A proposed bill to release federal roadless and wilderness study areas to local management and development is gathering lengthy lists of supporters and opponents, even though it’s stalled in Congress.

California Rep. Kevin McCarthy authored H.R. 1582, which has 41 co-sponsors including Montana Rep. Denny Rehberg. It had a subcommittee hearing on July 26, 2011, but has yet to be marked up or voted upon.

“The federal government has locked up 43 million acres of federal land in so-called Wilderness Study Areas and Inventoried Roadless Areas, which the government decided weren’t suitable for wilderness,” Rehberg said of the bill in an email Wednesday. “This land is still treated like wilderness, which not only restricts public access but limits our ability to manage the land to keep forests healthy for wildlife. Loosening restrictions on some of this land not only opens the land for public use and enjoyment, but improves the habitat for deer, elk and fish.”

The bill includes about 5.5 million acres in Montana. Most of the lands are managed by the U.S. Forest Service and Bureau of Land Management.

In February, the Montana Wildlife Federation launched an ad campaign protesting the bill. Rehberg’s office responded with a news release on March 6, listing support from the National Rifle Association, Montana Sportsmen for Fish and Wildlife, and the Missoula SnoGoers, along with six other state and national groups.

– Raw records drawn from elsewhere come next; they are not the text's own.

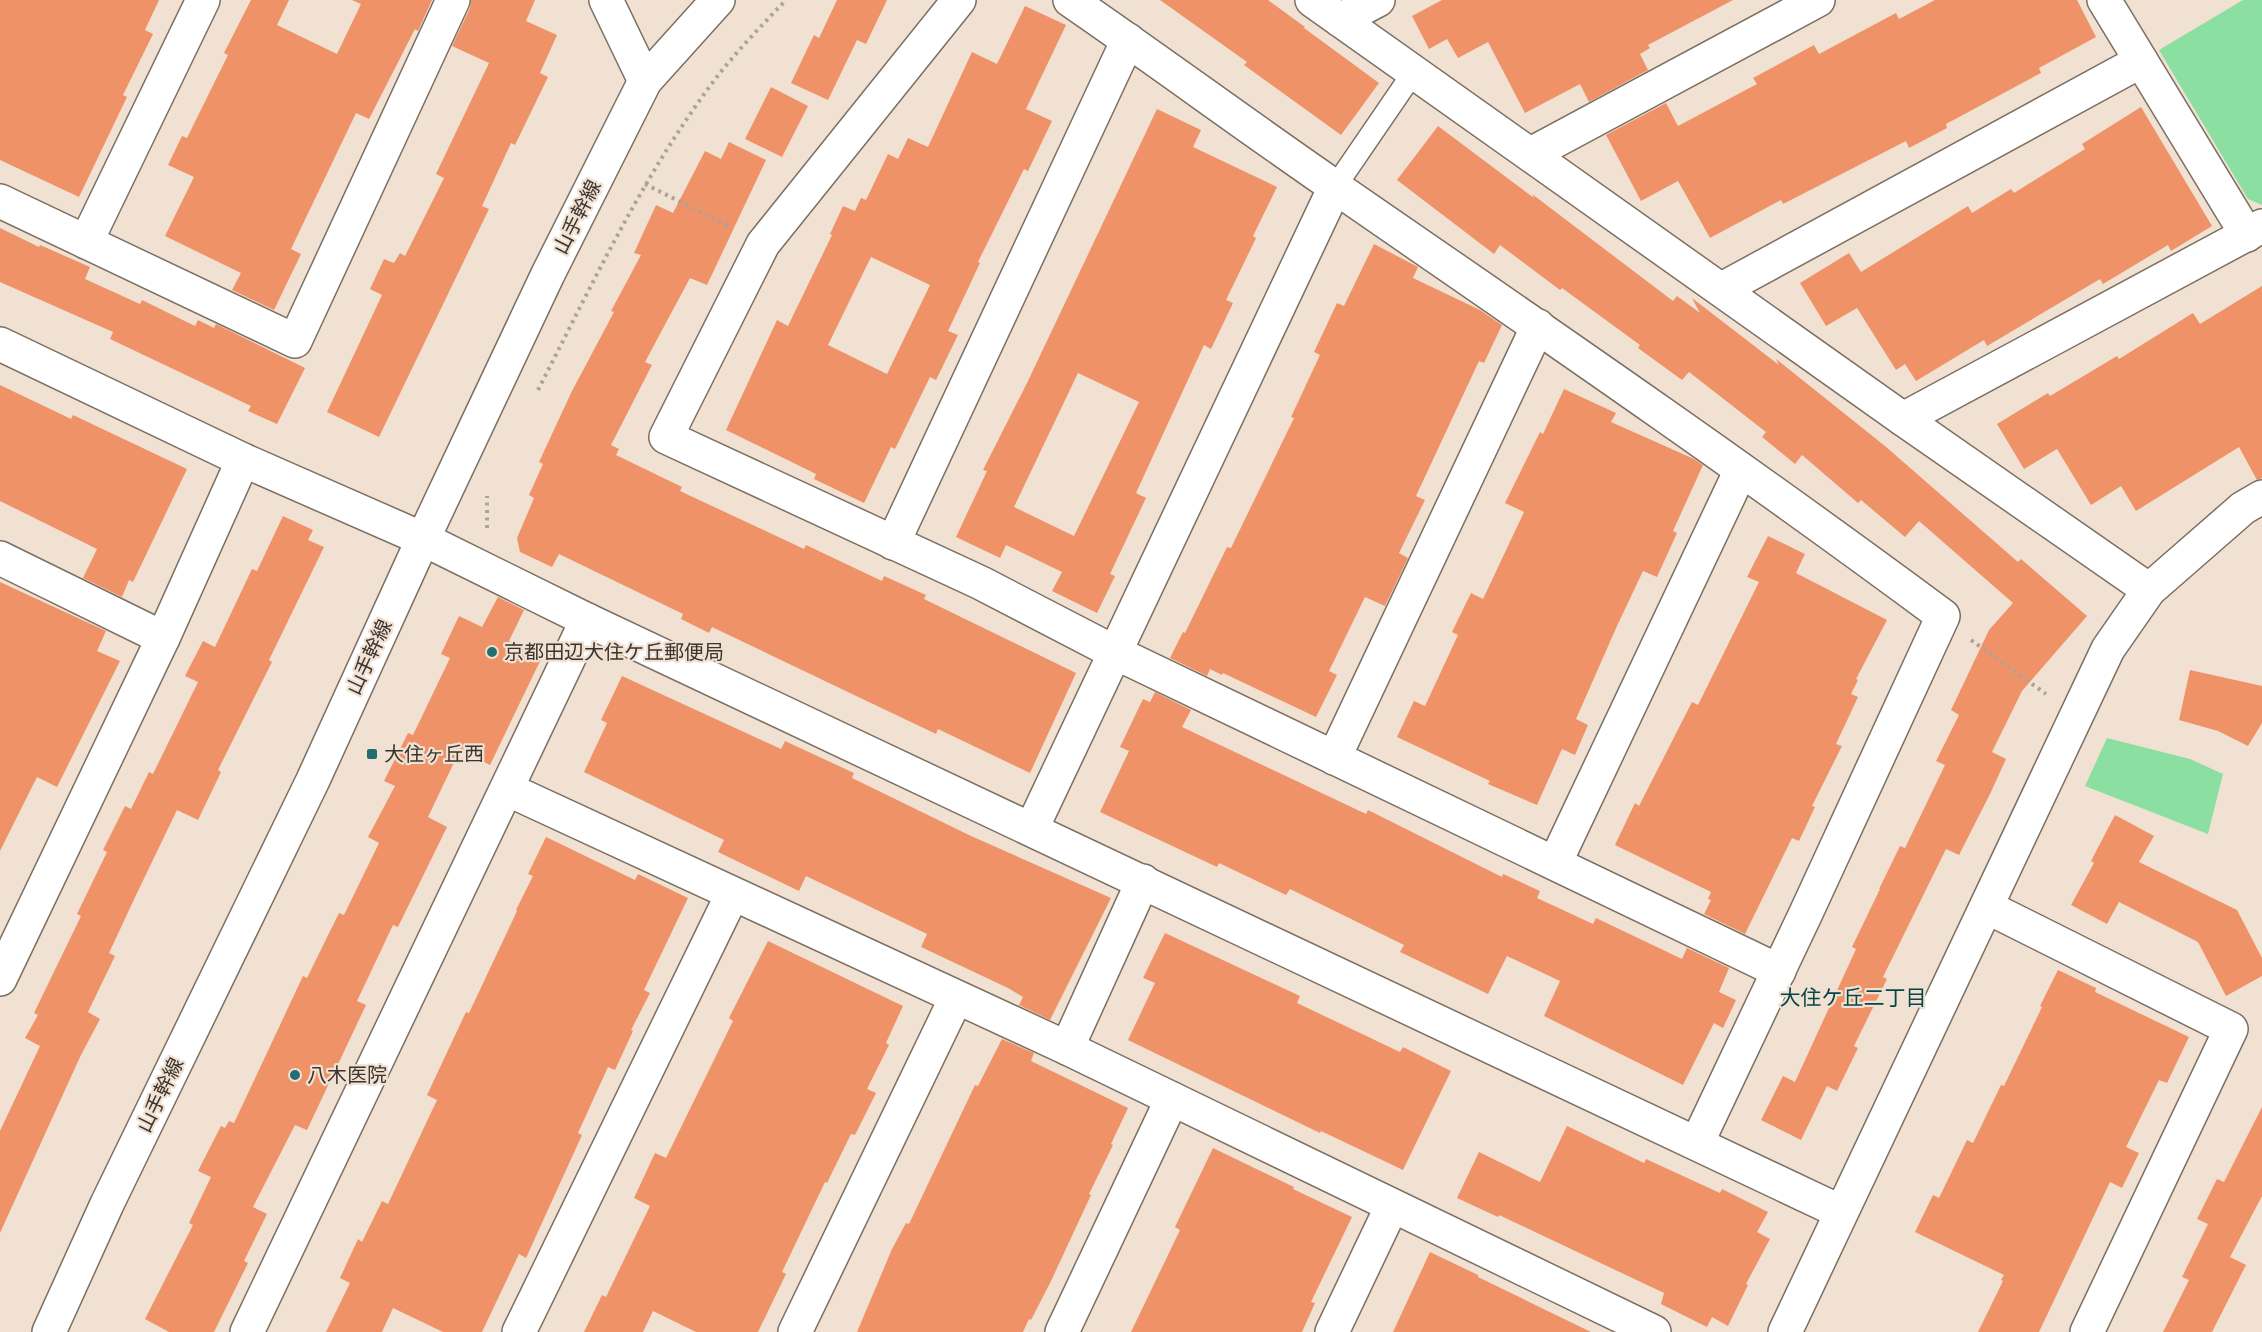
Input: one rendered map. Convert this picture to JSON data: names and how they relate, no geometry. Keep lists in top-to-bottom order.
{
  "streets": {
    "street": ["山手幹線"]
  },
  "districts": ["大住ケ丘二丁目"],
  "places": {
    "other": ["京都田辺大住ケ丘郵便局", "八木医院"],
    "transit": ["大住ヶ丘西"]
  }
}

On Wednesday, a coalition of 100 Montana businesses issued a letter to Rehberg and Sens. Max Baucus and Jon Tester opposing the bill.

“We think conservation of fish and wildlife is not partisan,” Trout Unlimited’s Corey Fisher said during a conference call with some of the business owners. “We hope all elected officials understand conservation of roadless land is good for fish and wildlife and a broad array of sportsmen’s interests.”